**Exercise directions**:
Print the records exactly as written, and let no picture into the answer.

Records provided Start Marker

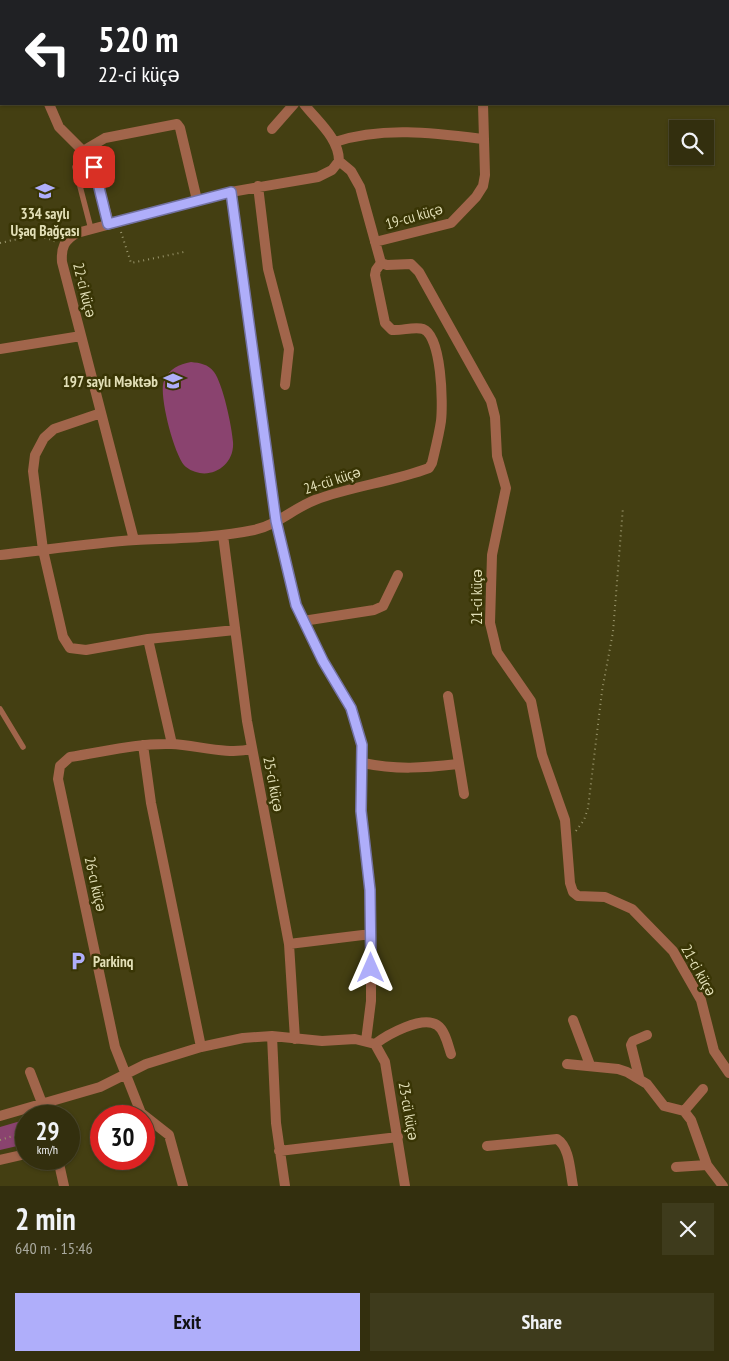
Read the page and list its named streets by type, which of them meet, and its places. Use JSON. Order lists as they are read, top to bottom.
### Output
{
  "streets": {
    "street": [
      "19-cu küçə",
      "22-ci küçə",
      "24-cü küçə",
      "21-ci küçə",
      "25-ci küçə",
      "26-cı küçə",
      "23-cü küçə"
    ]
  },
  "crossings": [
    ["22-ci küçə", "24-cü küçə"],
    ["24-cü küçə", "21-ci küçə"],
    ["24-cü küçə", "25-ci küçə"],
    ["25-ci küçə", "26-cı küçə"]
  ],
  "places": {
    "school or university": ["334 saylı Uşaq Bağçası", "197 saylı Məktəb"],
    "parking": ["Parkinq"]
  },
  "page": {
    "turn": ["520 m", "22-ci küçə"],
    "speed": "29 km/h",
    "limit": "30",
    "heading": ["2 min", "640 m · 15:46"],
    "buttons": ["Exit", "Share"]
  }
}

Records provided End Marker

**Answer section**:
Read the page and list its named streets by type, which of them meet, and its places. Use JSON. Order lists as they are read, top to bottom.
### Output
{
  "streets": {
    "street": [
      "19-cu küçə",
      "22-ci küçə",
      "24-cü küçə",
      "21-ci küçə",
      "25-ci küçə",
      "26-cı küçə",
      "23-cü küçə"
    ]
  },
  "crossings": [
    ["22-ci küçə", "24-cü küçə"],
    ["24-cü küçə", "21-ci küçə"],
    ["24-cü küçə", "25-ci küçə"],
    ["25-ci küçə", "26-cı küçə"]
  ],
  "places": {
    "school or university": ["334 saylı Uşaq Bağçası", "197 saylı Məktəb"],
    "parking": ["Parkinq"]
  },
  "page": {
    "turn": ["520 m", "22-ci küçə"],
    "speed": "29 km/h",
    "limit": "30",
    "heading": ["2 min", "640 m · 15:46"],
    "buttons": ["Exit", "Share"]
  }
}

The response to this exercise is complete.